Sally Field’s career, honestly, hasn’t meant much to me. Aside from recent Boniva commercials, Forrest Gump, and Steel Magnolias, I haven’t seen much of her work. She’s always struck me as a respectable actress, but not someone I seek out from a personal interest. Not being familiar with her early career, her so-called serious turn in Norma Rae was lost on me. What wasn’t lost, however, was an honest portrayal of a working woman, and a social issue that continues to dog women and men (though women, I suspect, suffer more from lack of unions) everywhere.

A primary question about social fiction is whether the story remains relevant, or if the sociopolitical situation remains mired in the past. Norma Rae does retain relevance, though she’d likely be working in Wal-Mart today instead of a textile mill (as I watched, I wondered how many textile mills still operate in the U.S.). While the movie seems to be a window on a past time in working America, it’s still relevant—and progressive—on many levels.

The plot of Norma Rae is inspired by the real life experience of Crystal Lee Jordan, a woman who worked in a North Carolina mill to unionize its employees, spurred on by an out-of-town organizer, until being fired on a bogus charge of “insubordination.” Norma Rae (played by Field, who won the Best Actress Oscar for the role) lives with her parents in the beginning of the movie, and reunites with an old friend who she marries after a brief courtship. As Norma Rae becomes more involved with union activities, the she experiences the usual relationship (romantic, familial, and work) strains, but doesn’t quit until the mill bosses force her out. It’s at this time she makes her famous stand; she refuses to leave, scrawls “UNION” on a piece of cardboard, stands on a table in the middle of a busy factory floor, and stoically remains–in an exhilarating climax to the film–until all her fellow employees shut down their machines and stand with her. She’s arrested and fired in the end, but finishes what she started and believed in.

It’s true that Field gives a standout performance, and the union-organizer Rueben (played by Ron Liebman) isn’t bad either. But what stands out for me in the film–and what makes this, in my opinion, a good piece of feminist muckraking–is the character’s relationship with men. We don’t learn too much about her relationship with other women, but what’s striking about her relationship with men is the lack of romanticism involved. Norma Rae has a couple of kids from a couple of different men–neither of whom are present in their lives–and when she marries Sonny, it’s for entirely pragmatic reasons. He proposes while on a date with both their children present, and makes his case to her that he’s a good man and that their lives might be easier if they lived them together. There’s no grand romance, and it’s refreshing to see marriage represented as the economic institution that it essentially is–particularly in the face of contemporary Hollywood, which just can’t seem to make a movie without a romantic sub-plot geared toward female viewers.

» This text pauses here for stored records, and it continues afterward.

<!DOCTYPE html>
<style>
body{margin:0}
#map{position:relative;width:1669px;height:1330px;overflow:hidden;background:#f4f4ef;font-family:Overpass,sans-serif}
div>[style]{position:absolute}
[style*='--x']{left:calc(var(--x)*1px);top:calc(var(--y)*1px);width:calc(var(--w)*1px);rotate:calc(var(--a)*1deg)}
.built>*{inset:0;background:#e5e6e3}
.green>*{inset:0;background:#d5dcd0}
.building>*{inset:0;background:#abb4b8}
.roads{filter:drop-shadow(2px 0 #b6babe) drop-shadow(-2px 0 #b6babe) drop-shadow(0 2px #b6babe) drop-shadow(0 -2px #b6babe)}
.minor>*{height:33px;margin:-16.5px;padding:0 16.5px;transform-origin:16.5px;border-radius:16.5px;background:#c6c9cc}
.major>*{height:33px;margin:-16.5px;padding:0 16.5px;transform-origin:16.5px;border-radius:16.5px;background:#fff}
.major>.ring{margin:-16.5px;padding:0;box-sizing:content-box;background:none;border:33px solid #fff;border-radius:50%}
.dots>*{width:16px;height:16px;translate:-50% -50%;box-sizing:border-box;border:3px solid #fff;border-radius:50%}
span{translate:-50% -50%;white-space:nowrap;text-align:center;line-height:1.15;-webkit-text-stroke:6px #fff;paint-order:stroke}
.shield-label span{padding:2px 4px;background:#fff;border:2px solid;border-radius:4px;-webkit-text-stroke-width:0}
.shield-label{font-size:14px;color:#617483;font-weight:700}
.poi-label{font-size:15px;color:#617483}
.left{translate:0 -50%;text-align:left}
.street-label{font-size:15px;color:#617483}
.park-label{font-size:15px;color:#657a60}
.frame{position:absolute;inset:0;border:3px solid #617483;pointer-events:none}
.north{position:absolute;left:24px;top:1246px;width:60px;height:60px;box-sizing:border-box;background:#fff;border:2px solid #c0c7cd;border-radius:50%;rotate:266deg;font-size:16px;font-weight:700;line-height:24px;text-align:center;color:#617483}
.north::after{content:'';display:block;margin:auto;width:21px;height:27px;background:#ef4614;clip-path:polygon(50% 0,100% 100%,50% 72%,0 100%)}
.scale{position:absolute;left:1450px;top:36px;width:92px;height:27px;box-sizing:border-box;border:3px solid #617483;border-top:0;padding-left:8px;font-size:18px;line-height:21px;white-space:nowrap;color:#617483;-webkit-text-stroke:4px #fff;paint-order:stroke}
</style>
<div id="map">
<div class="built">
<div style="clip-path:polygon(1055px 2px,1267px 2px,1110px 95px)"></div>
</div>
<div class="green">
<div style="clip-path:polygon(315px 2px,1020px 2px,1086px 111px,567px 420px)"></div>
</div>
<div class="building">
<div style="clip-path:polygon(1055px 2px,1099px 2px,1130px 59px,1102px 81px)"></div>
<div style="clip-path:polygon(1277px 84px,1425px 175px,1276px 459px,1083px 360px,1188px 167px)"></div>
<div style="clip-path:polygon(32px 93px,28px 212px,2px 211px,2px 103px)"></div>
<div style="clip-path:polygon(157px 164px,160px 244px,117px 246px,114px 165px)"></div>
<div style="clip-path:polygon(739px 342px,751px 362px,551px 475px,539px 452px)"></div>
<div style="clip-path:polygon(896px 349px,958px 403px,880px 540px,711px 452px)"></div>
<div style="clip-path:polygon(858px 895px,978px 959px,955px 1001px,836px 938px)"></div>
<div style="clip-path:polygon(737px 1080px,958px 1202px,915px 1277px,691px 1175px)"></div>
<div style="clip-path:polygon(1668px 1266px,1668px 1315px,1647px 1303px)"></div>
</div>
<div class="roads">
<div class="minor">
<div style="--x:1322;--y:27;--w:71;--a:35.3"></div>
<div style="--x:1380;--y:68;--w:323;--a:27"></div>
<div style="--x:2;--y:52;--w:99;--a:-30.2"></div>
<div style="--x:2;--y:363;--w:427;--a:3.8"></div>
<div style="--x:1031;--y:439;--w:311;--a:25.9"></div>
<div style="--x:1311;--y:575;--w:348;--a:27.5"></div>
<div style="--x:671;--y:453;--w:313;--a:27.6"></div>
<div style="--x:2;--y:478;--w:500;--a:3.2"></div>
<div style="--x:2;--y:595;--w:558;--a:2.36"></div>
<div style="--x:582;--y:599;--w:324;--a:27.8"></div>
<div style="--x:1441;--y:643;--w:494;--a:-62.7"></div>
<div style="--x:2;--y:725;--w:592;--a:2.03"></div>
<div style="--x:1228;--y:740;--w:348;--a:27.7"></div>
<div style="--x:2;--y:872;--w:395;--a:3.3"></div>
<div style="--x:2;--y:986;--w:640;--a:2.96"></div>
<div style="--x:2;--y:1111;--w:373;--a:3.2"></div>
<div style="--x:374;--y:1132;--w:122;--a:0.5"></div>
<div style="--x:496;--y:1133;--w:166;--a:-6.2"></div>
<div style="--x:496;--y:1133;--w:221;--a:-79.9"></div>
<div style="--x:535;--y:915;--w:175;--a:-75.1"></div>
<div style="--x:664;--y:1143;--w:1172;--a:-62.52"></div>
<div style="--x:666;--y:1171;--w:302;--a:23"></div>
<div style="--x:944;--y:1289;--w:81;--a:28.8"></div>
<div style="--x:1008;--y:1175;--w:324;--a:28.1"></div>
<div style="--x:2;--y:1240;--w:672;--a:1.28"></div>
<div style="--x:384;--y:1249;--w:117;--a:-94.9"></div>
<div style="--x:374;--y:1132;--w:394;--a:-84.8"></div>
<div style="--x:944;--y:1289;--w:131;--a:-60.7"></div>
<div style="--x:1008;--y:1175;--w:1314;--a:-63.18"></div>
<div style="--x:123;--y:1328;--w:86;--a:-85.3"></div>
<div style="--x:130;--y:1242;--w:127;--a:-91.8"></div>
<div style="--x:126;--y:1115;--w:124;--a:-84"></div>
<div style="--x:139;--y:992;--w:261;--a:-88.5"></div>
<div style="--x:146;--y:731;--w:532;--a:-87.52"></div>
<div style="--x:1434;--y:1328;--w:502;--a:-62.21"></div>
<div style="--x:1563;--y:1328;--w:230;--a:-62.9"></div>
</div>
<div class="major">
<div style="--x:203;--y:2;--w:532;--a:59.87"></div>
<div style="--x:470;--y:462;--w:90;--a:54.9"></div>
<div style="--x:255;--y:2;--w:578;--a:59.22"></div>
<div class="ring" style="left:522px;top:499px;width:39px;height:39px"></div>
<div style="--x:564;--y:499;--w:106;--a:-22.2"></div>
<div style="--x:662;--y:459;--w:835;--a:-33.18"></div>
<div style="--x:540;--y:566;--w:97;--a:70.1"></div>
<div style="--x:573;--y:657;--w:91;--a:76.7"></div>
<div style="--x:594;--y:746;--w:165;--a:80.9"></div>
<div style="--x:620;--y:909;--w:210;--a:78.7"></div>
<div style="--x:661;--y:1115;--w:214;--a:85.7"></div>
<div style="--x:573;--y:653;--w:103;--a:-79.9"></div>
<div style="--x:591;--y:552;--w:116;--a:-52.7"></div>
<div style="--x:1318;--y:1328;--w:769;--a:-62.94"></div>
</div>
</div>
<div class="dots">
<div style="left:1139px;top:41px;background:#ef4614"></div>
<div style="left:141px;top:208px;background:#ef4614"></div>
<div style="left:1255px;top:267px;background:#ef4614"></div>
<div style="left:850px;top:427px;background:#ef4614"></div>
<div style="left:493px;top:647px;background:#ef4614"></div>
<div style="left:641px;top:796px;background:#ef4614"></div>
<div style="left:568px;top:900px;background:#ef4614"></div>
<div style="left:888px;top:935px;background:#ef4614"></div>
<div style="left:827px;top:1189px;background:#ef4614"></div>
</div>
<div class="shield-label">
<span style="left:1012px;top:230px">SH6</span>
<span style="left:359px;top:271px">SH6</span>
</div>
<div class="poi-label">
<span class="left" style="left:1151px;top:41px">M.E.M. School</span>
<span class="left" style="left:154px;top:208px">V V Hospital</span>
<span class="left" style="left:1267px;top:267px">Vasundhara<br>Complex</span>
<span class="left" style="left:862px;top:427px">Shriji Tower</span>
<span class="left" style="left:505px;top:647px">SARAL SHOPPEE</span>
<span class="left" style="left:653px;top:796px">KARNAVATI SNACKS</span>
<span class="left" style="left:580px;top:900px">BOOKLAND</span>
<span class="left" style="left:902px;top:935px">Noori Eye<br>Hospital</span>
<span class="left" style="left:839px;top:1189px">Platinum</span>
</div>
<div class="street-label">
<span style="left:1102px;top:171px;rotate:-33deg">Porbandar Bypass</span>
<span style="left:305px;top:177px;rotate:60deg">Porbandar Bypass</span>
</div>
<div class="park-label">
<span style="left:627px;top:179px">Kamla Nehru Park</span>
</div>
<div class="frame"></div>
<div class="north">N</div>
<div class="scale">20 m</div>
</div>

The other–and more prominent–relationship in the movie is between Norma Rae and Rueben. I admit that while watching the movie I waited for romance to blossom between these two characters, but felt great relief when it never happened. We see their relationship go from cautious skepticism to a fully fledged friendship, as Norma Rae becomes dedicated to the union cause. There are few representations of purely intellectual relationships (not to mention asexual friendships) between men and women that come to mind in movies, and though one could certainly argue that there is sexual antagonism underlying their interaction, it’s an emotion that stays below the surface, never consummated–all the way to their farewell handshake at the end of the movie.
Norma Rae isn’t a super mother, nor does she fit the description of a woman we’re typically supposed to look up to. She’s made mistakes in her life and she’ll probably make a few more. She’s not looking to move away from her roots and improve her life based on others’ terms; she doesn’t act out of selfish desire. In other words, she’s a rarity in film: a real woman.